Why France? France has a large population of North African and Middle Eastern extraction. Religion is deemed irrelevant. France’s secularism has moved on from being a policy to being a blindfold, so it doesn’t collect census information on religion. For a true picture, consider that France’s top Mahometan official recently offered to take over the country’s redundant Catholic churches to meet a demand for 5,000 new mosques. The problem facing the security services is not the proportion of his followers who may be terrorists. That proportion may well be unchanged, year on year. It’s that as the absolute number behind that proportion increases, so the strain on the security services also increases.
It’s a statistical certainty that militants with potential or actual Jihadi sympathies are entering Europe every day.
The security services now have far
more potential Jihadis on French soil than they’re resourced to keep under surveillance. Managing that risk is, well, risky. It’s not polite to mention it, but it’s there nevertheless. A spectacular 9/11-style attack on France is now regarded by some experts as inevitable.
Government-by-advertising is starting to fail. The idea that well-placed words and pictures can get us out of the domain of reflection and into that of sentiment has worked in every previous crisis, but… An increasing number of people are now questioning whether their ruling elites are taking care of their best interests, and whether the taxes they collect are legitimate.

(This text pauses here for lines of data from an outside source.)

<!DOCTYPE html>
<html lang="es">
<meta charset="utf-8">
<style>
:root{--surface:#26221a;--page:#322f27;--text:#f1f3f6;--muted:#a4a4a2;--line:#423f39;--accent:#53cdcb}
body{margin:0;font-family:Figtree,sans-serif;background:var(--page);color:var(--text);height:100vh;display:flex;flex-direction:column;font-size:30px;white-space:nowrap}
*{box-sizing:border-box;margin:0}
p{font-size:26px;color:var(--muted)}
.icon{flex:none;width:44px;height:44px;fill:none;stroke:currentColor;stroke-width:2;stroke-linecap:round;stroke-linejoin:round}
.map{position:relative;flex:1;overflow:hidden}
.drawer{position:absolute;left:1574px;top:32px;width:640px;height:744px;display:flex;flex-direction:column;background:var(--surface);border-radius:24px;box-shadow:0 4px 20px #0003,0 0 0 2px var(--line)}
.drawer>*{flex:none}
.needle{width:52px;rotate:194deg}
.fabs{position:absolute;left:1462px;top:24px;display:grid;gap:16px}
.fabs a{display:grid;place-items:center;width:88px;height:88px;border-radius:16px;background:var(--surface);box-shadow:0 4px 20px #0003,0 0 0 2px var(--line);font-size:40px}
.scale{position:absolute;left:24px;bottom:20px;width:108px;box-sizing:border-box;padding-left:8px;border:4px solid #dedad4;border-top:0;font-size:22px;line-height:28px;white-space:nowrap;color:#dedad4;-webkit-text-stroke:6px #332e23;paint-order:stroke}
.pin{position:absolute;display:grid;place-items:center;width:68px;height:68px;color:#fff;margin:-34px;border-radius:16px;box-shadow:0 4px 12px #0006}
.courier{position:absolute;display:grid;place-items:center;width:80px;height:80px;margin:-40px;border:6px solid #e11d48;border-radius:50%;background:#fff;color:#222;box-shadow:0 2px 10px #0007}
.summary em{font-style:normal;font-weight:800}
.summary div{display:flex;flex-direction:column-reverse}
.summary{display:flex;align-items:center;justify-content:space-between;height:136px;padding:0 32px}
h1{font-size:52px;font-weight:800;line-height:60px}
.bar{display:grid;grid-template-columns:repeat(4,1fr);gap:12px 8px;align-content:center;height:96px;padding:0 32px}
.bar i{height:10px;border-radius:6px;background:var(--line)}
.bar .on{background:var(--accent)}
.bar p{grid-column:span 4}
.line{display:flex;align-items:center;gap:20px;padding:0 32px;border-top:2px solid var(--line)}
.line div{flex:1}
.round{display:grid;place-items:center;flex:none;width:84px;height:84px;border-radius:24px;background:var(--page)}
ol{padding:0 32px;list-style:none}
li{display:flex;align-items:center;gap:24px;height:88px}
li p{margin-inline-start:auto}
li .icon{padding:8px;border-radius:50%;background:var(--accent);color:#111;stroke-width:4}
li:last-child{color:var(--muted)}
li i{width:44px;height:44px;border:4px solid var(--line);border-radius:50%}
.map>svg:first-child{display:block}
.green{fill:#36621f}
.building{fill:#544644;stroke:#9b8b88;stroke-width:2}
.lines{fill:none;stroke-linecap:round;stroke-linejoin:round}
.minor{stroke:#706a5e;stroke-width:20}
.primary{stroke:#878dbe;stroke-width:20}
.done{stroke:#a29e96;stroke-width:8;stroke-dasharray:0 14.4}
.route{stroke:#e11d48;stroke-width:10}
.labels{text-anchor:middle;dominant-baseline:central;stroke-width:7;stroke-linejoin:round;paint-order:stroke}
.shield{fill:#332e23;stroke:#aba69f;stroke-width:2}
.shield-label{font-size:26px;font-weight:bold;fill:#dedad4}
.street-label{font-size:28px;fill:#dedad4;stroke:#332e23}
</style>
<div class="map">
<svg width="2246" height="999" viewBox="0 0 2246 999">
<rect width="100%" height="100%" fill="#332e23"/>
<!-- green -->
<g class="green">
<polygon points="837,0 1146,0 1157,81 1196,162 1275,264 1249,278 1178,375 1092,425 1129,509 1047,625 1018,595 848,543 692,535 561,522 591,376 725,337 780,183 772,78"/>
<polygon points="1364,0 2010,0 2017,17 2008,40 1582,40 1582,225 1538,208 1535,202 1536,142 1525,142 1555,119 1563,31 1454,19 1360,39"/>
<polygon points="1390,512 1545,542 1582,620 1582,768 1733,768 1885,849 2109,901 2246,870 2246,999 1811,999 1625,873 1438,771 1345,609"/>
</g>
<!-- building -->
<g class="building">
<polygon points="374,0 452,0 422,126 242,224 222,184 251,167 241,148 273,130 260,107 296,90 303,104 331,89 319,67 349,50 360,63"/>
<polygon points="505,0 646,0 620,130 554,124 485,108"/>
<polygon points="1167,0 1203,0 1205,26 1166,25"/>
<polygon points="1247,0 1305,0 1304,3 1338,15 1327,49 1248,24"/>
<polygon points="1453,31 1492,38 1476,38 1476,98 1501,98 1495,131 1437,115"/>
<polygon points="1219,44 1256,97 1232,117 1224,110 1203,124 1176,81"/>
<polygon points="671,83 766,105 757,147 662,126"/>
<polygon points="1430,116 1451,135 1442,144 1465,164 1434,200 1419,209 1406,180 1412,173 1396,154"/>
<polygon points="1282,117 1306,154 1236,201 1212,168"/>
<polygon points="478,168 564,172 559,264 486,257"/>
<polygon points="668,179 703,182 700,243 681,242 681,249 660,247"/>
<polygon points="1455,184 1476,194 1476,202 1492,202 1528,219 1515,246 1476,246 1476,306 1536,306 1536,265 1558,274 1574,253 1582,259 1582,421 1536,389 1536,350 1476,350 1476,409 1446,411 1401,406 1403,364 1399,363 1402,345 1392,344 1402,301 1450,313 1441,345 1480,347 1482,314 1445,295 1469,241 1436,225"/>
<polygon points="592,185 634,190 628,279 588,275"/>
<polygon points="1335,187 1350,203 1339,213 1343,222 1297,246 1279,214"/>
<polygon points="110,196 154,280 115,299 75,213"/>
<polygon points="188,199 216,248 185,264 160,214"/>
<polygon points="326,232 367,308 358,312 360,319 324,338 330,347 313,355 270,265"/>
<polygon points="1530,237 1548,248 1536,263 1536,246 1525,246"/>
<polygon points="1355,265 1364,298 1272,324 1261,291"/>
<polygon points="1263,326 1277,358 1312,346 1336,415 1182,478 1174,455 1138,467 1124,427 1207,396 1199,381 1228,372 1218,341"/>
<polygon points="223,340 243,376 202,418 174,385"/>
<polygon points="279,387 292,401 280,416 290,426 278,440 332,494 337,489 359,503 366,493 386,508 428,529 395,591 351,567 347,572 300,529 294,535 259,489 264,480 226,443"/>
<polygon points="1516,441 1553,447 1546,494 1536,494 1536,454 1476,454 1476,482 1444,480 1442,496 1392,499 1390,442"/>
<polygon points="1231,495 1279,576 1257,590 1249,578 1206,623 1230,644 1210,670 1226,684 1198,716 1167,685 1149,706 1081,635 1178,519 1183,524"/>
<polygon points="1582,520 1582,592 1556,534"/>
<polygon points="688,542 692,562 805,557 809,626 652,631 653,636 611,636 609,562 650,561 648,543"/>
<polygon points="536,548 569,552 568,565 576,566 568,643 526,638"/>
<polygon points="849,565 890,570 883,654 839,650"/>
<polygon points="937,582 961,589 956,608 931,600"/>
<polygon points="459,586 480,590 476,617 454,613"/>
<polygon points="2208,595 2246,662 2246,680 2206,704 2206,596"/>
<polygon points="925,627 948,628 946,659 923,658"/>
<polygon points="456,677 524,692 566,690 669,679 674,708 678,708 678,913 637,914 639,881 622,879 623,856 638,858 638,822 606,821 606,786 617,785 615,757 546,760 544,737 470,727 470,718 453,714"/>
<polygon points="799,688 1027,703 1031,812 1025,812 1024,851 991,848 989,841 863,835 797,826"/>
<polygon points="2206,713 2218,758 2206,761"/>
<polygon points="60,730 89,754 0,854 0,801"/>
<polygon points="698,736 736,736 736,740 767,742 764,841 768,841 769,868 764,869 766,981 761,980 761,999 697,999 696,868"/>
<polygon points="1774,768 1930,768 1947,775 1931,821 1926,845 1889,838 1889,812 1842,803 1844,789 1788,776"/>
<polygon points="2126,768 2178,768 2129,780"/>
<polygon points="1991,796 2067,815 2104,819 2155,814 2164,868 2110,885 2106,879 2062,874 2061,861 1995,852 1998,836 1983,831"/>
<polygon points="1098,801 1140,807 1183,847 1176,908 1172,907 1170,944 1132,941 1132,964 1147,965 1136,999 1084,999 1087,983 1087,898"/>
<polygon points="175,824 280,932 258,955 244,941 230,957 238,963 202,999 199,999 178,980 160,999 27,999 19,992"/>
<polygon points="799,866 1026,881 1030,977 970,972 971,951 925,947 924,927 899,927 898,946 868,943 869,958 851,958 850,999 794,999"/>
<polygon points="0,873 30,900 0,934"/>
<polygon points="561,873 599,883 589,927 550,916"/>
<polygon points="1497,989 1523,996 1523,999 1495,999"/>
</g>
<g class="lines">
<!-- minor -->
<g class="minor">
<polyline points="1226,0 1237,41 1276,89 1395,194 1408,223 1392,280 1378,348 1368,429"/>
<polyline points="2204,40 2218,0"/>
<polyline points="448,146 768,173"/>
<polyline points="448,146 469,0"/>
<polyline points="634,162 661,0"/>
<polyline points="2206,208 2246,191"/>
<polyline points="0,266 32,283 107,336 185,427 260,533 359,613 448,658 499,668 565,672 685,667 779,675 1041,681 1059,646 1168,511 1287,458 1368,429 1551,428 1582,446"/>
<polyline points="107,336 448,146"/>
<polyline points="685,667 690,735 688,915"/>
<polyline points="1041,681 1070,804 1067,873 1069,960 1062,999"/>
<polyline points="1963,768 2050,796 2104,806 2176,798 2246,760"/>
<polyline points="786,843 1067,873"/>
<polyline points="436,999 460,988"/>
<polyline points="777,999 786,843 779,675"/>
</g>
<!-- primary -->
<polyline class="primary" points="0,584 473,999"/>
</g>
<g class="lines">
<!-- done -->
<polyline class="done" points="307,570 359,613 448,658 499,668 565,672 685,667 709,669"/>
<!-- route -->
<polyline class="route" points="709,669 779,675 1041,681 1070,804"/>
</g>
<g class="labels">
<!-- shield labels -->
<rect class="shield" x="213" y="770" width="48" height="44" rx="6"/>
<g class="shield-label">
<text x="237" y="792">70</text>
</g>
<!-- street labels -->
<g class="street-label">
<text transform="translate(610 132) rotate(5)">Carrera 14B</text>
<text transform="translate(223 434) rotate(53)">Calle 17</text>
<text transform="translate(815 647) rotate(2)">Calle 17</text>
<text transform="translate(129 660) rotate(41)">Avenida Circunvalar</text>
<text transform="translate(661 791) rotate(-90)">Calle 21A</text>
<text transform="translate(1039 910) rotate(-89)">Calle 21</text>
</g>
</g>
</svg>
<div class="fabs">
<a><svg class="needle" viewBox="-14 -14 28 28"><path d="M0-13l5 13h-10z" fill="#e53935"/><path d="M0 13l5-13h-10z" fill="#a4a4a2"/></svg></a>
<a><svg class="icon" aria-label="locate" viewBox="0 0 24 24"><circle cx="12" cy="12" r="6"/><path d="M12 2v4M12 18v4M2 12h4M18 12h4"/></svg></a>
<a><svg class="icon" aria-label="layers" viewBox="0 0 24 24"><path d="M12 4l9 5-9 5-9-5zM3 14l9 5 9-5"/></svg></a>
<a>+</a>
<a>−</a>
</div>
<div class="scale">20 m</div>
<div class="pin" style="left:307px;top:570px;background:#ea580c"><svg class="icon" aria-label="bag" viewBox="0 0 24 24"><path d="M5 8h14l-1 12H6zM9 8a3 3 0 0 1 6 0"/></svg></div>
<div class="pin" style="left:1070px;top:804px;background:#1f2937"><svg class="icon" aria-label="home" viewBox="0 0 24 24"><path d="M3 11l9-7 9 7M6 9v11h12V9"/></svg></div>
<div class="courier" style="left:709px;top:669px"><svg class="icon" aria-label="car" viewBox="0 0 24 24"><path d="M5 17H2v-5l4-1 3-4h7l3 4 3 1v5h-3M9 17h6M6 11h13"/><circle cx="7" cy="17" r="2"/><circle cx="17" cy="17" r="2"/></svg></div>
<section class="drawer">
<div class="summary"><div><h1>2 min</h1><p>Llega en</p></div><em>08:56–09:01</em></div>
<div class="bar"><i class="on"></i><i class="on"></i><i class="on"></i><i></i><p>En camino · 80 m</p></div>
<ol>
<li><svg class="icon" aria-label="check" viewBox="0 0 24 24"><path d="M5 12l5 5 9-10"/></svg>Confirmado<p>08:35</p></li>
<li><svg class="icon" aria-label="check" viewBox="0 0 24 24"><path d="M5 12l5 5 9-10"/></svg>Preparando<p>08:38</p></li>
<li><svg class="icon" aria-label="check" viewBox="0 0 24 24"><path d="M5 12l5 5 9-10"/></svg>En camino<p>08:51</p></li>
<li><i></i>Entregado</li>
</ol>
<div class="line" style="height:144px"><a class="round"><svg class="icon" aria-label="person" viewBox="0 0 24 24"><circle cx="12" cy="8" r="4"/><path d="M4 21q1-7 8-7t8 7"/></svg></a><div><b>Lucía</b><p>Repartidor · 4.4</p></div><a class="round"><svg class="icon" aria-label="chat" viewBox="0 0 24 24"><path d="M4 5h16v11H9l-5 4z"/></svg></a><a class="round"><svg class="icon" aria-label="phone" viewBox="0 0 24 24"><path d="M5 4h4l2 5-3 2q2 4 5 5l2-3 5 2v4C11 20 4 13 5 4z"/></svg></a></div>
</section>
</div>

Psychoanalyst Sally Weintrobe described the legacy of the failed 2009 Copenhagen summit on climate change as the realisation that our
“leaders are not looking after us… we are not cared for at the level of our very survival”. No, you guessed right there and don’t sound so shocked. So do we want a State that from Brussels downwards regulates everything
but the fundamentals, neglecting the real issues of movement and resources and ideology that underpin our security?
A lot is written about the accumulating critical mass of terrorists in Europe but much less about the accumulating critical mass of ordinary folk who are asking such questions.
Once it forms, things could get perhaps too interesting.